Она, как смогла, притянула его к себе, и громкий плач сменился тихим всхлипыванием. Длинные рыжие волосы прикрыли склонённую к любимому голову, на белом платье было так много следов крови, что новые, от крови из ран Эрика, уже не пугали. Ника не знала, что будет дальше, но знала, что сейчас хочет проснуться, и чтобы это всё оказалось просто страшным сном.
Но проснуться не получалось. Ни у неё, ни у кричащих рядом. Среди тех, кто пережил кошмар наяву, были и те, кто только что узнал о своей мутации. Сейчас они не волновали Нику. Разве, может быть, только один. Мальчик, что, как и она, остался в сознании. Так же, как и она, он, кажется, потерял близкого.
– Мама, – кричал мальчик, пытаясь разбудить молодую женщину с уже посиневшими губами. Её светлые волосы мокли в растекающейся луже крови, и малыш то и дело норовил коснуться её. Грудь не вздымалась в дыхании, открытые голубые глаза застыли с выражением ужаса. – Пожалуйста, проснись! Я буду очень послушным, я больше не хочу ту дорогую машинку. И плакать больше не буду, никогда-никогда, пожалуйста, только проснись!
Ника взглянула на Эрика, прикрыла глаза, уже не сдерживая слёз. Те катились по лицу и больно щипали царапины на щеках. Прошептала, тихо всхлипывая:
– Прости меня. Прости, я так пыталась сберечь тебя, и у меня это… – колючий ком застрял в горле, – … не получилось. Это моя вина. Если бы я не попросила тебя уехать… Если бы ты остался работать… Я так не хочу тебя отпускать, но я сейчас нужна ему больше. Если я ему не помогу, если оставлю так, ты не простишь меня, правда?
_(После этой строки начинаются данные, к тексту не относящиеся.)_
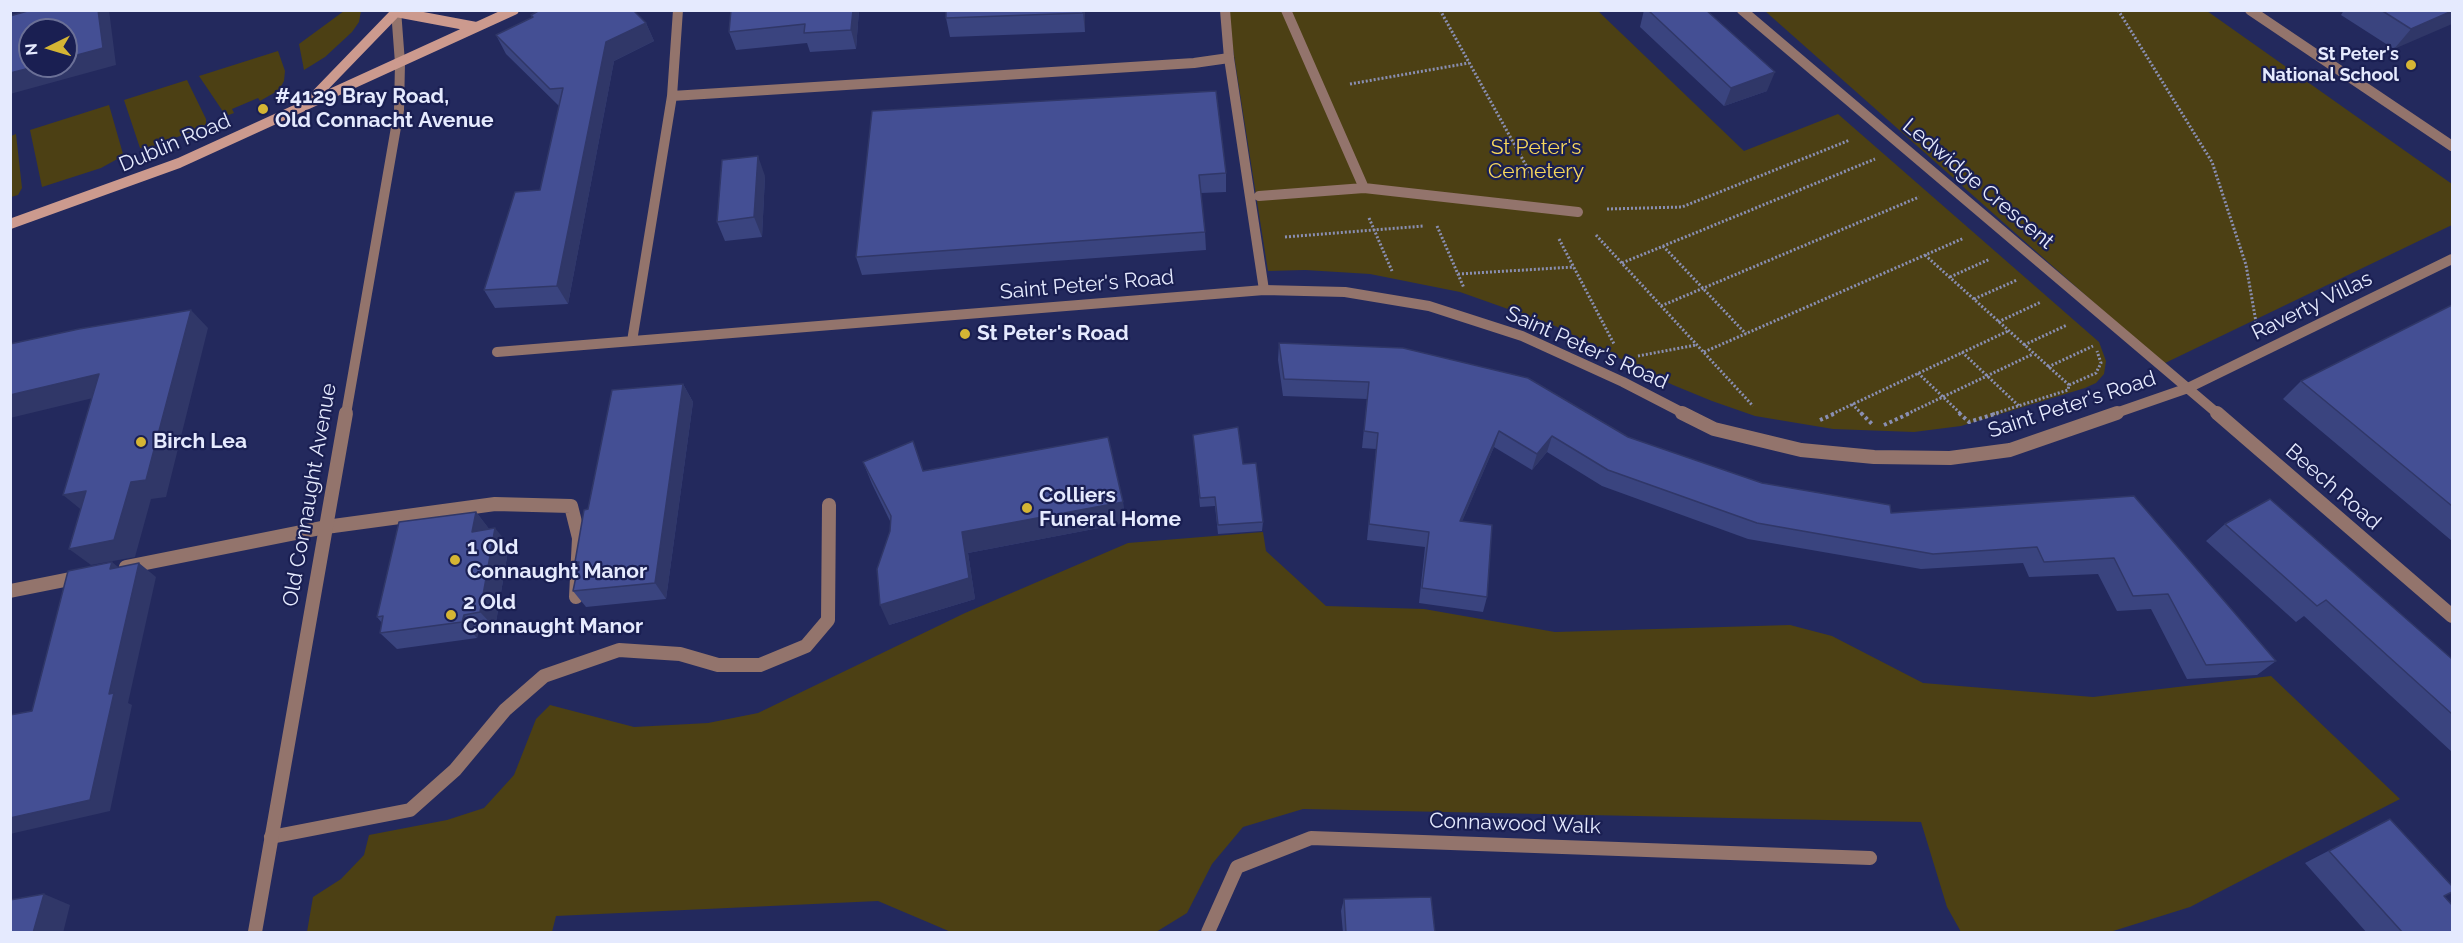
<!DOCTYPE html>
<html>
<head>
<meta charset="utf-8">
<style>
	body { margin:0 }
	#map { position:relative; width:2463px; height:943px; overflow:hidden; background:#23295d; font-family:Raleway,sans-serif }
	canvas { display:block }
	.frame { position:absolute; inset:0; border:12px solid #e5eafe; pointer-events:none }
	.north { position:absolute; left:18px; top:18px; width:60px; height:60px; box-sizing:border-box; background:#1a1f52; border:2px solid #6b7097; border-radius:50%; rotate:265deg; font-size:16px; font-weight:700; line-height:24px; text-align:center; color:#e5eafe }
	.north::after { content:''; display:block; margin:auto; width:21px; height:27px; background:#d5b534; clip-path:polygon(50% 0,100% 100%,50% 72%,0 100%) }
</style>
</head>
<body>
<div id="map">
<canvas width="2463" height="943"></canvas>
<div class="frame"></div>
<div class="north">N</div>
</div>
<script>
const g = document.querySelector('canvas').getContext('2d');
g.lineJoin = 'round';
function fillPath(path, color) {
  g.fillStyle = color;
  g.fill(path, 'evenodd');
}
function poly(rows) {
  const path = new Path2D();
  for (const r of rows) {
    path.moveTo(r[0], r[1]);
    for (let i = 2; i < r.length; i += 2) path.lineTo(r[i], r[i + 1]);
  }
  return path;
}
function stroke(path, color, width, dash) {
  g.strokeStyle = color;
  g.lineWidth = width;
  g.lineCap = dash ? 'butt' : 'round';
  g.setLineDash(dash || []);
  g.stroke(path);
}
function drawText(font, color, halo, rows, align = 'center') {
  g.font = font + ' Raleway,sans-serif';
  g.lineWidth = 4.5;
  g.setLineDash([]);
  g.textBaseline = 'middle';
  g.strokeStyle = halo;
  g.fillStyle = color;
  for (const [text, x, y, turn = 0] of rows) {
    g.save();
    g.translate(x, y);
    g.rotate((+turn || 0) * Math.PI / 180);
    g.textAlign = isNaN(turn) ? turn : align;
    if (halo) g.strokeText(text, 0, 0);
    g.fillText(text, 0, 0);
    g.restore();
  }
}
const green = poly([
	[344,11,361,11,359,22,352,32,325,57,304,70,299,44],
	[1227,11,1598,11,1744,151,1838,114,2099,342,2106,361,2104,374,2096,383,2085,388,1961,426,1914,432,1833,429,1755,416,1712,401,1673,385,1553,325,1460,292,1370,274,1305,270,1268,271],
	[1765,11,2207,11,2452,184,2452,225,2163,364],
	[278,51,285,71,284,81,279,90,260,101,258,98,232,109,234,113,226,116,199,76],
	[187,80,206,119,206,126,149,148,140,148,124,100],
	[109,105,123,154,121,157,101,168,42,187,30,130],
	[16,134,22,188,18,195,11,197,11,136],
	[1263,532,1266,551,1326,606,1424,609,1555,632,1790,625,1832,636,1923,683,2093,697,2271,676,2400,799,2190,907,2110,932,1961,932,1947,907,1921,822,1303,809,1243,827,1212,864,1187,913,1156,932,951,932,878,901,556,916,552,932,307,932,313,897,341,879,364,855,369,835,447,820,484,808,514,775,536,719,550,705,634,727,708,723,758,713,965,613,1128,543]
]);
const pathFar1 = poly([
	[1440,10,1533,178],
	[2118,10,2212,162,2246,265,2256,322],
	[1350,84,1469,63],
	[1607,209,1682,207,1850,140],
	[1369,218,1392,271],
	[1437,226,1464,288],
	[1596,235,1753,406],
	[1285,237,1424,226],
	[1559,239,1614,344],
	[1663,246,1746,334],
	[1925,255,2069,385],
	[1622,263,1875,159],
	[1458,274,1574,267],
	[1950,277,1990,259],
	[1974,299,2017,280],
	[1661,306,1919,197],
	[1998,322,2041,302],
	[2024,345,2067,325],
	[1704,352,1964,238],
	[1962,352,2019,406],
	[1638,356,1696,345],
	[2048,367,2093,346],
	[1918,373,1961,414],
	[1852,404,1862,414],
	[1832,414,2008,331],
	[1907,414,2033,354],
	[1993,414,2068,390,2069,385,2096,373,2101,363,2097,351]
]);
const path = poly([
	[1861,413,1873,425],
	[1959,413,1969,422,1998,413],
	[1820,420,1836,413],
	[1884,425,1910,413]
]);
const serviceFar1 = poly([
	[1225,10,1229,58,1264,290],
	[1286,10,1364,188],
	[1259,196,1364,188,1578,212]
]);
const service = poly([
	[126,567,326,527],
	[10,591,80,577],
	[271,837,410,810,455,770,505,710,544,676,619,650,680,654,718,665,760,665,806,646,828,620,829,505]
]);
const minorFar1 = poly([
	[396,10,400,63],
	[1742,10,2218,414],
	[2250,10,2452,146],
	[672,96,1194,63,1229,58],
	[632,341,672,96,678,10],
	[497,352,1264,290,1345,292,1429,306,1522,336,1623,382,1685,414],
	[2113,414,2188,388,2452,259]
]);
const minor = poly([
	[1682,413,1714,429,1801,450,1874,457,1950,458,2010,450,2117,413],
	[2217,413,2452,616],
	[326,527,495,504,571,506,579,538,576,597],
	[1208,932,1237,867,1311,838,1870,858]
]);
const tertiaryFar1 = poly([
	[346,414,399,110,400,63]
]);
const tertiary = poly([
	[255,932,346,413]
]);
const secondary = poly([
	[308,103,396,12,476,27],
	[10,224,179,163,514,10]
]);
const wall = poly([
	[731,10,859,10,856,49,810,52,807,43,736,50,729,32],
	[946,10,1085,10,1085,32,950,37,946,18],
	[1644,10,1706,10,1767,91,1724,106,1640,27],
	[2344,10,2452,10,2394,49,2341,15],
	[531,15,646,23,654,41,614,61,568,304,495,308,484,290,540,190,559,106,506,54,496,35,532,18],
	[872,111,1226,173,1226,192,1201,193,1205,232,1206,250,862,275,856,257],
	[765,176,762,237,725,241,717,222],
	[2452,305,2452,541,2283,399,2301,381],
	[1279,343,1628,437,1762,483,1891,513,2134,496,2276,661,2257,675,2187,679,2151,609,2117,611,2098,574,2029,577,2023,563,1921,569,1748,539,1602,486,1547,452,1532,470,1494,447,1462,521,1487,597,1483,612,1419,603,1425,547,1367,540,1376,449,1362,448,1367,399,1283,396,1278,360],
	[683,384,693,402,666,599,586,607,573,591,578,566,575,562,588,509],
	[1193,435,1243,464,1263,522,1262,531,1218,534,1215,506,1200,507],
	[863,462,1123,502,1125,523,968,553,975,599,889,625,890,521,872,484],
	[476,512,489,529,509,545,495,628,479,631,477,638,397,649,380,633,382,623,377,617],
	[2225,524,2452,659,2452,752,2304,616,2296,622,2206,541],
	[2390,819,2444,896,2452,933,2367,933,2305,863],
	[1344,899,1435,933,1343,933,1341,911]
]);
const shadedWall = poly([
	[98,10,109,10,116,65,10,94,10,73,38,66,66,66,66,58],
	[853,10,859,10,856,49,851,30],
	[1083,10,1085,10,1085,32,1083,13],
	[2452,11,2452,24,2394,49,2411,29],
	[646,23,654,41,614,61,568,304,557,286,606,42],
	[1775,72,1767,91,1724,106,1731,88],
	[758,156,765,176,762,237,754,217],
	[191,310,208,328,166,497,151,499,135,557,91,565,69,549],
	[99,374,118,392,10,418,10,395],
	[683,384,693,402,666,599,655,583],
	[1499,431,1494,447,1456,536,1460,521],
	[1552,436,1547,452,1532,470,1537,454],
	[86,491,84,512,63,495],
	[1123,502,1125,523,968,553,975,599,889,625,880,605,962,532],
	[476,512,490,530,472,532],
	[495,528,509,545,495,628,480,612],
	[112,562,129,576,110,569],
	[139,563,156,577,128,703,132,705,110,811,10,834,10,818,109,694],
	[464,615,479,631,477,638,462,622],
	[44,894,70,905,63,933,33,933]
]);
const building = poly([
	[31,10,98,10,103,48,66,58,66,30,30,30,30,66,38,66,10,73,10,16,31,10],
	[540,10,633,10,646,23,606,42,557,286,484,290,515,192,540,190,563,88,550,89,496,35,533,17,531,15,540,10],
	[731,10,853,10,851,30,804,33,805,24,729,32,731,10],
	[946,10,1083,10,1083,13,946,18,946,10],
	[1648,10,1706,10,1775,72,1731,88,1648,10],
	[2381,10,2452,10,2452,11,2411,29,2381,10],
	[1216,91,1226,173,1199,175,1205,232,856,257,872,111,1216,91],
	[758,156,754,217,717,222,722,160,758,156],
	[2452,305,2452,506,2301,381,2452,305],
	[191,310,146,480,131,482,114,540,69,549,86,491,63,495,99,374,10,395,10,344,79,329,191,310],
	[1279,343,1403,348,1528,378,1628,437,1762,483,1890,505,1891,513,2134,496,2276,661,2206,665,2168,594,2133,596,2114,558,2044,562,2037,547,1933,554,1757,523,1608,470,1552,436,1537,454,1499,431,1460,521,1492,525,1487,597,1422,588,1429,532,1369,524,1378,433,1364,431,1369,382,1284,379,1279,343],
	[683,384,655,583,573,591,579,562,575,562,584,510,588,509,612,390,683,384],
	[1238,427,1243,464,1256,463,1263,522,1218,525,1215,497,1200,498,1193,435,1238,427],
	[1108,437,1123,502,962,532,969,578,880,605,877,569,890,531,891,516,863,462,913,441,923,471,1108,437],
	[2270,499,2452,659,2452,714,2326,600,2317,606,2225,524,2270,499],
	[476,512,472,532,495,528,480,612,464,615,462,622,380,633,383,616,377,617,399,522,476,512],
	[112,562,110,569,139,563,109,694,114,693,90,800,10,818,10,715,32,711,68,571,112,562],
	[2390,819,2452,886,2452,892,2444,896,2452,905,2452,933,2403,933,2329,851,2390,819],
	[44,894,33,933,10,933,10,900,44,894],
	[1431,897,1435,933,1346,933,1344,899,1431,897]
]);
const markers = [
	[2411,65,6,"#d5b534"],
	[263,109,6,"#d5b534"],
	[965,334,6,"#d5b534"],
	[141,442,6,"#d5b534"],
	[1027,508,6,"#d5b534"],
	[455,560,6,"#d5b534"],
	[451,615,6,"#d5b534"]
];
const farPoinames = [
	["St Peter's",2399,55],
	["National School",2399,76]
];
const poiNames = [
	["#4129 Bray Road,",275,97],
	["Old Connacht Avenue",275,121],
	["St Peter's Road",977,334],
	["Birch Lea",153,442],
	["Colliers",1039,496],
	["Funeral Home",1039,520],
	["1 Old",467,548],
	["Connaught Manor",467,572],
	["2 Old",463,603],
	["Connaught Manor",463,627]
];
const streetNames = [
	["Dublin Road",175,143,-23],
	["Ledwidge Crescent",1978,184,40],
	["Saint Peter's Road",1087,285,-5],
	["Raverty Villas",2312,306,-26],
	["Saint Peter's Road",1587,348,24],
	["Saint Peter's Road",2072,405,-18],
	["Beech Road",2333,487,41],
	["Old Connaught Avenue",310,495,-80],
	["Connawood Walk",1515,824,2]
];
const parkNames = [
	["St Peter's",1536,148],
	["Cemetery",1536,172]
];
fillPath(green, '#4c4014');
stroke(pathFar1, '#8a8fb2', 3, [2, 2]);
stroke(path, '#8a8fb2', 4, [3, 3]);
stroke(serviceFar1, '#93746c', 10);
stroke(service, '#93746c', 14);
stroke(minorFar1, '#93746c', 10);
stroke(minor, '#93746c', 14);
stroke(tertiaryFar1, '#93746c', 10);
stroke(tertiary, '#93746c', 14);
stroke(secondary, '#cc9a8e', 10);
fillPath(wall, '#3a447f');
fillPath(shadedWall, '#303768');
fillPath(building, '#444f94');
stroke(building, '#303768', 1.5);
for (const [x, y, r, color] of markers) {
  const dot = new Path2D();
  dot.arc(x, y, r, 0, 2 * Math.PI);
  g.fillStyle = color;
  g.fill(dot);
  stroke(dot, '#1a1f52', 2);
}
drawText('bold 18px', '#e5eafe', '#1a1f52', farPoinames, 'right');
drawText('bold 21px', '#e5eafe', '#1a1f52', poiNames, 'left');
drawText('21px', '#e5eafe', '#1a1f52', streetNames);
drawText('21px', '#f6d65c', '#1a1f52', parkNames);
</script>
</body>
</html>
Ты бы тоже выбрал помочь живым, да?
Она поцеловала его в лоб, поцеловала в последний раз. Хотя ещё утром думала, что касаться любимого губами будет до конца жизни. Его жизнь закончилась сегодня.
Ника аккуратно опустила Эрика, провела ладонью по его лицу, по волнистым чёрным волосам и поползла в сторону мальчика. Остановилась рядом и, схватившись за поручень, поднялась на ноги.
– Малыш, помоги мне, иди сюда.
– Но моя мама не просыпается! – плакал тот.
– Я знаю, я помогу ей, ладно? Только сначала помогу тебе, а потом ей, хорошо?
– Правда?
– Правда-правда, иди ко мне. Я не смогу к тебе подойти, у меня очень болит нога.
Малыш посмотрел на маму и поверил в слова незнакомки. Когда Ника стукнула кулаком по кнопке аварийного открытия дверей, вагон выпустил их из своих железных объятий. Она старалась прыгать на одной ноге, на вторую почти не наступала. Хромал и мальчик.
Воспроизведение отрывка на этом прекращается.